• Task description: Images in the data are to be skipped, while every line is restated exactly as written.

• Study material:
BEGIN

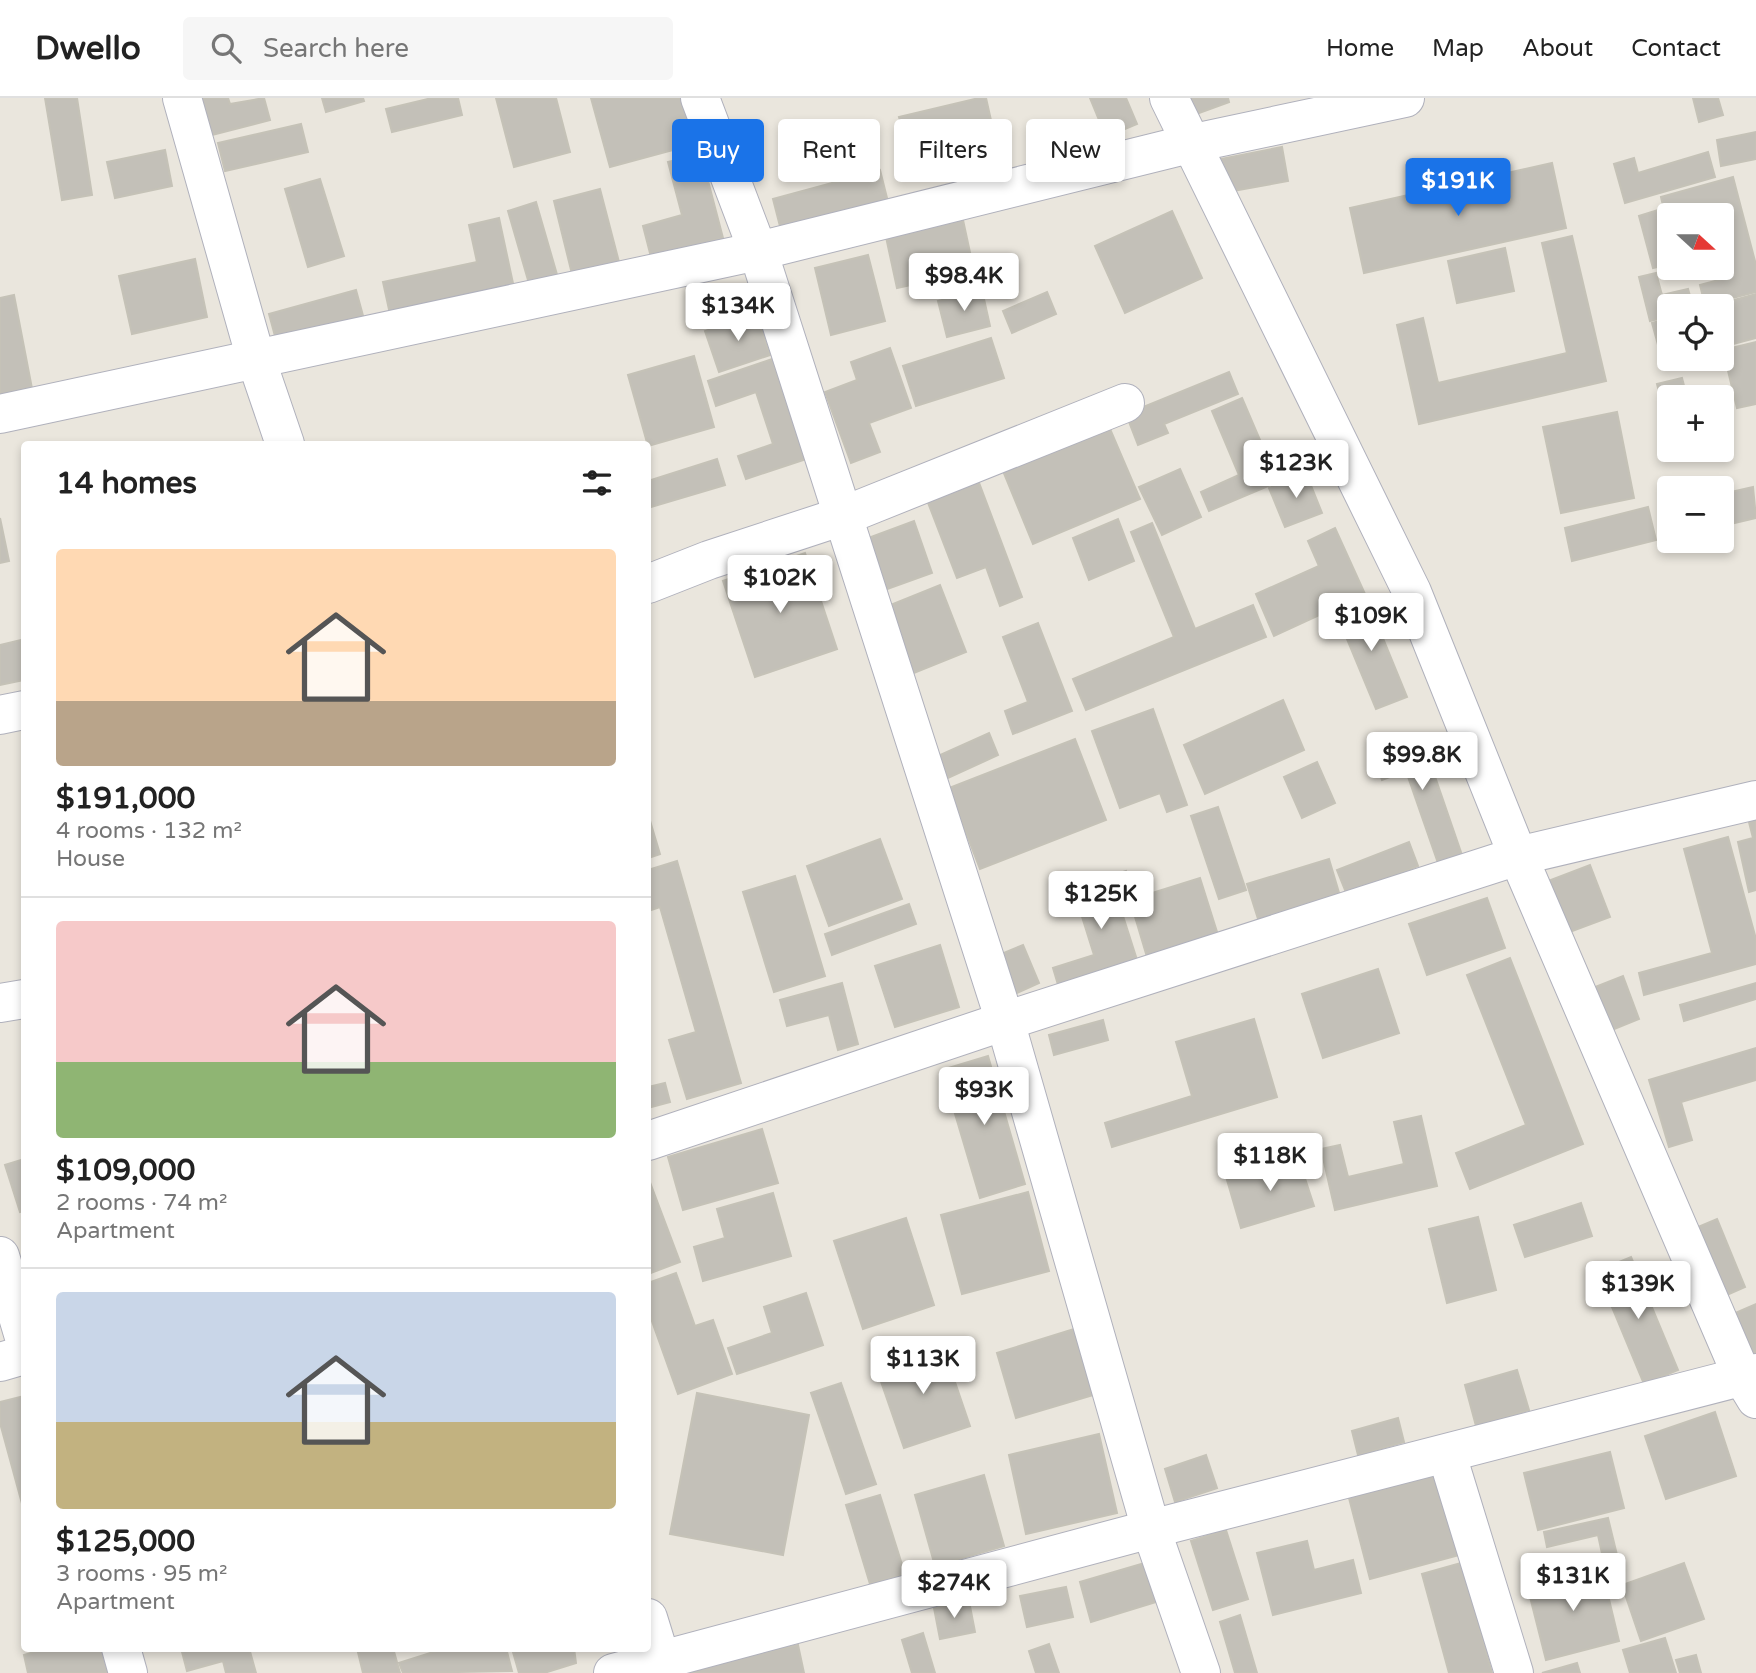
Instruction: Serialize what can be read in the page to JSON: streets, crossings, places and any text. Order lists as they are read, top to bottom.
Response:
{
  "north": "right",
  "page": {
    "header": "Dwello",
    "search": "Search here",
    "nav": [
      "Home",
      "Map",
      "About",
      "Contact"
    ],
    "chip": [
      "Buy",
      "Rent",
      "Filters",
      "New"
    ],
    "price": [
      "$191K",
      "$98.4K",
      "$134K",
      "$123K",
      "$102K",
      "$109K",
      "$99.8K",
      "$125K",
      "$93K",
      "$118K",
      "$139K",
      "$113K",
      "$131K",
      "$274K"
    ],
    "map_buttons": ["+", "−"],
    "heading": "14 homes",
    "list": [
      {
        "name": "$191,000",
        "note": "4 rooms · 132 m² · House"
      },
      {
        "name": "$109,000",
        "note": "2 rooms · 74 m² · Apartment"
      },
      {
        "name": "$125,000",
        "note": "3 rooms · 95 m² · Apartment"
      }
    ]
  }
}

END

• Solution for this exercise:
Instruction: Serialize what can be read in the page to JSON: streets, crossings, places and any text. Order lists as they are read, top to bottom.
Response:
{
  "north": "right",
  "page": {
    "header": "Dwello",
    "search": "Search here",
    "nav": [
      "Home",
      "Map",
      "About",
      "Contact"
    ],
    "chip": [
      "Buy",
      "Rent",
      "Filters",
      "New"
    ],
    "price": [
      "$191K",
      "$98.4K",
      "$134K",
      "$123K",
      "$102K",
      "$109K",
      "$99.8K",
      "$125K",
      "$93K",
      "$118K",
      "$139K",
      "$113K",
      "$131K",
      "$274K"
    ],
    "map_buttons": ["+", "−"],
    "heading": "14 homes",
    "list": [
      {
        "name": "$191,000",
        "note": "4 rooms · 132 m² · House"
      },
      {
        "name": "$109,000",
        "note": "2 rooms · 74 m² · Apartment"
      },
      {
        "name": "$125,000",
        "note": "3 rooms · 95 m² · Apartment"
      }
    ]
  }
}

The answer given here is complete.